The last few years have been bumpy as Florida Republicans have feuded over everything from Medicaid expansion allowed under the health care overhaul pushed by President Barack Obama to how much money should be set aside for business incentives favored by Gov. Rick Scott. Last year GOP leaders did not wrap up their work on a new budget until early June.
Normally a looming election season prompts legislators to resolve their differences as quickly as possible. But significant fault lines could complicate getting work done by March 9, which is when the session is scheduled to end.
One big sticking point that could derail budget negotiations: The House has made more than $8.33 billion for the state’s public schools contingent on the passage of a separate sweeping education bill. The legislation creates a new voucher program for bullied students and would allow struggling elementary students to get reimbursed for using private tutors.
The House passed the bill Thursday along partisan lines after hours of debate during which Democrats decried the measure as another way of diverting money from the state’s public schools. Florida already has some of the nation’s largest voucher programs. Republicans said the bill would help bullying victims and children.

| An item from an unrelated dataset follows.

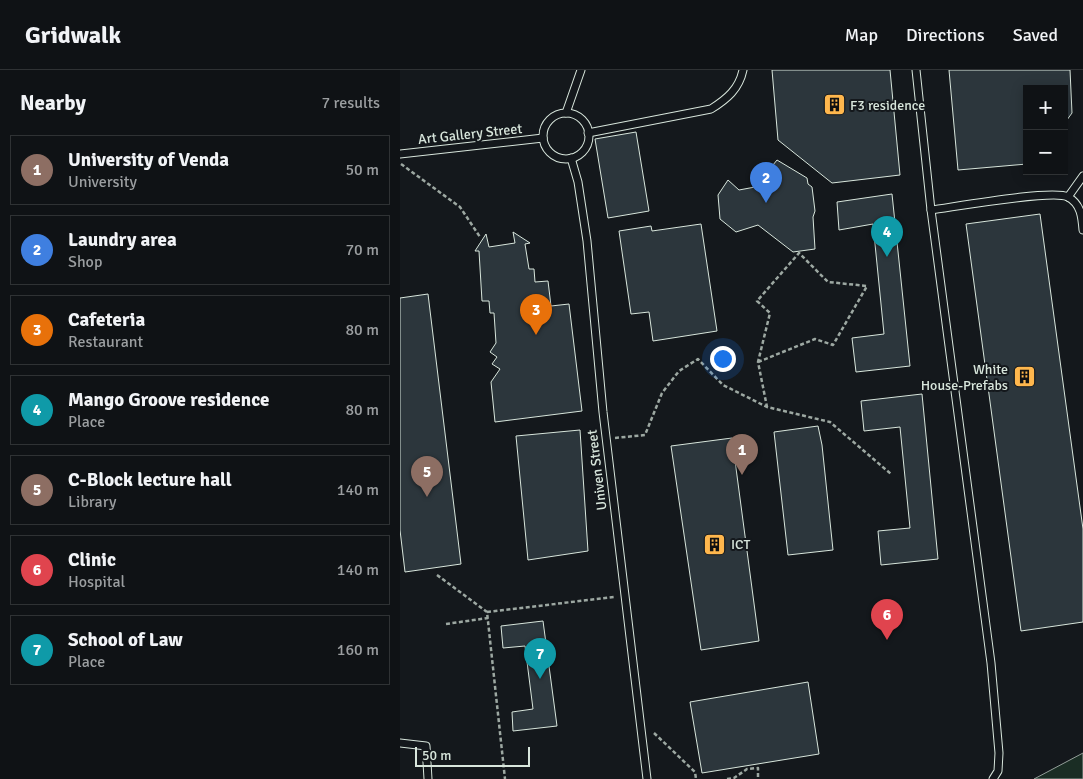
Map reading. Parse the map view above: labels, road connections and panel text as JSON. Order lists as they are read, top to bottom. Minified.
{"streets":{"lane":["Art Gallery Street","Univen Street"]},"crossings":[["Art Gallery Street","Univen Street"]],"places":{"building":["F3 residence","White House-Prefabs","ICT"]},"scale_bar":"50 m","page":{"header":"Gridwalk","nav":["Map","Directions","Saved"],"heading":["Nearby","7 results"],"map_buttons":["+","−"],"list":[{"mark":"1","name":"University of Venda","note":"University","value":"50 m"},{"mark":"2","name":"Laundry area","note":"Shop","value":"70 m"},{"mark":"3","name":"Cafeteria","note":"Restaurant","value":"80 m"},{"mark":"4","name":"Mango Groove residence","note":"Place","value":"80 m"},{"mark":"5","name":"C-Block lecture hall","note":"Library","value":"140 m"},{"mark":"6","name":"Clinic","note":"Hospital","value":"140 m"},{"mark":"7","name":"School of Law","note":"Place","value":"160 m"}],"pins":["2","4","3","1","5","6","7"],"scale":"50 m"}}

Senate President Joe Negron said that while he and other Republicans were likely to support many of the provisions included in the legislation, he would not agree to tie it to budget negotiations.
“I expect the majority of the Senate is on the side of parental choice,” said Negron. “We would prefer to have those polices move through the traditional process and not be linked to the budget.”
Both sides have agreed to zero tuition hikes for college and university students and they have both proposed raising per-student funding in public schools by at least $100 per student. But the House is opposed to a Senate plan to use a rise in local property values to help pay for the increase. House leaders say that proposal is a type of tax increase.
The two sides also differ on how much money should go to the state’s 12 public universities, whether to set aside money for a program that lets the state buy undeveloped land for preservation, and how much should go to hospitals that treat Medicaid-eligible patients. Legislative leaders are also predicting they will pass a tax-cut package this year, but the amount and the types of tax breaks have not been decided yet.
The House approved its budget by 85-27 vote, while the Senate passed its budget on a 33-1 vote.
Some House Democrats said they were voting against the budget because it does not spend enough on affordable housing and mental health programs. They also criticized the budget because it does not include an across-the-board pay raise for state workers.
Rep. Carlos Guillermo Smith, an Orlando Democrat, exhorted his fellow Democrats to vote against the budget and said a yes vote would not spare them from Republican criticism on the campaign trail this year.
“If you vote yes or no, you are going to get attacked anyway,” Smith said. “So vote your conscience. If you still have one.”